- [Exercise instructions] Copy each line of the records that includes "setLineDash".

- [Supplied information]
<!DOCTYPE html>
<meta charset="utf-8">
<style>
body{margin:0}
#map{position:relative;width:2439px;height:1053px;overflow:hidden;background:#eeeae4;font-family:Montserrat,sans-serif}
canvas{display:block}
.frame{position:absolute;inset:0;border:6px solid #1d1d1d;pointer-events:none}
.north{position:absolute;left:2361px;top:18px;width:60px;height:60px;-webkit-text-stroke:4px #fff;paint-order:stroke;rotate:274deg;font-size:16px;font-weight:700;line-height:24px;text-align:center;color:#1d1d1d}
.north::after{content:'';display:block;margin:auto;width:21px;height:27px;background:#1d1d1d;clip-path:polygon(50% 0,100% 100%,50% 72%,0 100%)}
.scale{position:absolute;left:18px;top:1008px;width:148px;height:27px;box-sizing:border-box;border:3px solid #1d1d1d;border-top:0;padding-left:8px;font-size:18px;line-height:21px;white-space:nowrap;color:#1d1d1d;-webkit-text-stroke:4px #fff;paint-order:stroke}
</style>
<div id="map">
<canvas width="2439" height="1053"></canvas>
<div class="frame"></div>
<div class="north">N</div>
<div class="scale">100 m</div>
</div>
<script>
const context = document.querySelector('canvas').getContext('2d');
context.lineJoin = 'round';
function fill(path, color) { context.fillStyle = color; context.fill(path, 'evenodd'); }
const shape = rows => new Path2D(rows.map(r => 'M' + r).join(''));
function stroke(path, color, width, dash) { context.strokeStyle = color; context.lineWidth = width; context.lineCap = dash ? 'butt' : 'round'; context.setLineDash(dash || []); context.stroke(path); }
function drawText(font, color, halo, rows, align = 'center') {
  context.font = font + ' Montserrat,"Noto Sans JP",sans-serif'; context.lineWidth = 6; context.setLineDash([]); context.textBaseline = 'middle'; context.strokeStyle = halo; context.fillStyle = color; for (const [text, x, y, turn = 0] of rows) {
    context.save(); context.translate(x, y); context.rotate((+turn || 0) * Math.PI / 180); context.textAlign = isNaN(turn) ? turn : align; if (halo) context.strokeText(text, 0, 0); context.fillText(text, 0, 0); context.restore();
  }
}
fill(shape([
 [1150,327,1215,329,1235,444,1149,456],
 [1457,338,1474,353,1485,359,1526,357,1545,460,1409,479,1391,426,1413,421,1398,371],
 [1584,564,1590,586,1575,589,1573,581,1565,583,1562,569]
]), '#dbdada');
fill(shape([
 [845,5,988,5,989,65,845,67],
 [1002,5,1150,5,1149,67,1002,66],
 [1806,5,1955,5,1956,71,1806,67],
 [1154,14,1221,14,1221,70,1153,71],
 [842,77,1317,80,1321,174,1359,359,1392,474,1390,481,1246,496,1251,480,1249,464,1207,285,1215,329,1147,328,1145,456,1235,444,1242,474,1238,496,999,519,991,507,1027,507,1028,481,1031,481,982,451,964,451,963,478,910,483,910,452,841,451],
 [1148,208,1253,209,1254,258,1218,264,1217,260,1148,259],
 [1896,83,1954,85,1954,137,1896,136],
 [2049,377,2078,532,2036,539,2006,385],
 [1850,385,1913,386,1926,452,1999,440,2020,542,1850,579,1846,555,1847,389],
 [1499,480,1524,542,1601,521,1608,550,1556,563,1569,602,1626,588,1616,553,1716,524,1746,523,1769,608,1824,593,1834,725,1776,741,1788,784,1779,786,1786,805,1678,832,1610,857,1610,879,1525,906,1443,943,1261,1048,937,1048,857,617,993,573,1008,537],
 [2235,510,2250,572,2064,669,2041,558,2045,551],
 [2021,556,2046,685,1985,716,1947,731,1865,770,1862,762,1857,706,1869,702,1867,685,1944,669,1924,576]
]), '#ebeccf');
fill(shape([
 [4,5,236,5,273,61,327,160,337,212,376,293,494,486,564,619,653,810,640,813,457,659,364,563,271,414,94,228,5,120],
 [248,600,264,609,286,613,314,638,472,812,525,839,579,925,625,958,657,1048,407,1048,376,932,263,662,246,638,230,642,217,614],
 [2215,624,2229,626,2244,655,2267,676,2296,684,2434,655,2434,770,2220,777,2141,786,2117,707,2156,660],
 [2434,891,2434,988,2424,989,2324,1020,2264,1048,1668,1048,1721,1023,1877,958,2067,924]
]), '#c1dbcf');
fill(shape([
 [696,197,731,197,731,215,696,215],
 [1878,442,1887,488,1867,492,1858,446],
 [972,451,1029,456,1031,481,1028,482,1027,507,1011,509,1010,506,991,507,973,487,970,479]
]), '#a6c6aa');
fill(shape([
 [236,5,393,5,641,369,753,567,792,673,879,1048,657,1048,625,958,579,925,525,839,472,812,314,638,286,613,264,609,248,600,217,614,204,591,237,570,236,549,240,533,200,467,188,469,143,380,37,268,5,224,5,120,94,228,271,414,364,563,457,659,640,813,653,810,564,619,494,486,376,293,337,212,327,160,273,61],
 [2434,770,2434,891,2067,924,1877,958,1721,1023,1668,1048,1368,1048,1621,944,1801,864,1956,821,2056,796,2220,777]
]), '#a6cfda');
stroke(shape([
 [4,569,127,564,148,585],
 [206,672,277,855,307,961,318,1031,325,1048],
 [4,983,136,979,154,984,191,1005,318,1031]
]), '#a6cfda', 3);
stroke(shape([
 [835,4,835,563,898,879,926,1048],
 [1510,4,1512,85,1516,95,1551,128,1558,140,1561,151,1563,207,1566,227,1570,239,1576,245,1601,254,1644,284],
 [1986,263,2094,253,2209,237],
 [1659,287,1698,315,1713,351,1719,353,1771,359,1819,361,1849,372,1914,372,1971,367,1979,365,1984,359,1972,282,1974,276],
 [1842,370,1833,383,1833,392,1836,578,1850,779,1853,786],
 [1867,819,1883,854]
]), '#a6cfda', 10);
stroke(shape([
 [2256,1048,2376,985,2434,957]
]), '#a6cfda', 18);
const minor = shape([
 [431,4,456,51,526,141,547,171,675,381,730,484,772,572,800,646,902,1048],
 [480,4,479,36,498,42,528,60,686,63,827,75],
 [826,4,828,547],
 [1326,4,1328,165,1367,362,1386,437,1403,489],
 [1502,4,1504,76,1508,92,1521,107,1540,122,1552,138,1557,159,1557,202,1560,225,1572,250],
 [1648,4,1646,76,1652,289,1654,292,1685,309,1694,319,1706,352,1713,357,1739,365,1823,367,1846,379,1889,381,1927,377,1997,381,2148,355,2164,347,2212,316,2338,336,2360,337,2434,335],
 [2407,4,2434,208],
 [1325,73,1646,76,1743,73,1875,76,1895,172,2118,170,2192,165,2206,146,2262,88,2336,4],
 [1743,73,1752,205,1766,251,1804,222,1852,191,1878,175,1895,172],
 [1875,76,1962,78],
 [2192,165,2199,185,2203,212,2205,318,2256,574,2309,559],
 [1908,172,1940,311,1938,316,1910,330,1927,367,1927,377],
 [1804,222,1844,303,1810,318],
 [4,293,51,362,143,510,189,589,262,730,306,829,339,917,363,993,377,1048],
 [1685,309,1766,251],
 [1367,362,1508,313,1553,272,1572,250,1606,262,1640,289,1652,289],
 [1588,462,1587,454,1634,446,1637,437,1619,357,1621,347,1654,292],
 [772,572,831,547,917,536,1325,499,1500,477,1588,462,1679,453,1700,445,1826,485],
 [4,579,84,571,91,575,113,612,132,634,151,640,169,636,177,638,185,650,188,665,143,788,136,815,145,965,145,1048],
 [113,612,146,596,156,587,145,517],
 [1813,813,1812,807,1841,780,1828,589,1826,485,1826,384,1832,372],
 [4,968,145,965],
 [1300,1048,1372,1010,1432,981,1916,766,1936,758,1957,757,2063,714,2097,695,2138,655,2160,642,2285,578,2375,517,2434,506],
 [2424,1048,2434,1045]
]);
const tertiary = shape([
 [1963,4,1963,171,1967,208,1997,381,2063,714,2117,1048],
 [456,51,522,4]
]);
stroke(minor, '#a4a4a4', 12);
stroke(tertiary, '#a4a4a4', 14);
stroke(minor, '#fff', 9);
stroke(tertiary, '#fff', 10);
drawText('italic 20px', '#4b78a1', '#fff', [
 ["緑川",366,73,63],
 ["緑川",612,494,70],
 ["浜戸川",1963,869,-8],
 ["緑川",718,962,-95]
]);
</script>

- [Solution for this exercise]
function stroke(path, color, width, dash) { context.strokeStyle = color; context.lineWidth = width; context.lineCap = dash ? 'butt' : 'round'; context.setLineDash(dash || []); context.stroke(path); }
  context.font = font + ' Montserrat,"Noto Sans JP",sans-serif'; context.lineWidth = 6; context.setLineDash([]); context.textBaseline = 'middle'; context.strokeStyle = halo; context.fillStyle = color; for (const [text, x, y, turn = 0] of rows) {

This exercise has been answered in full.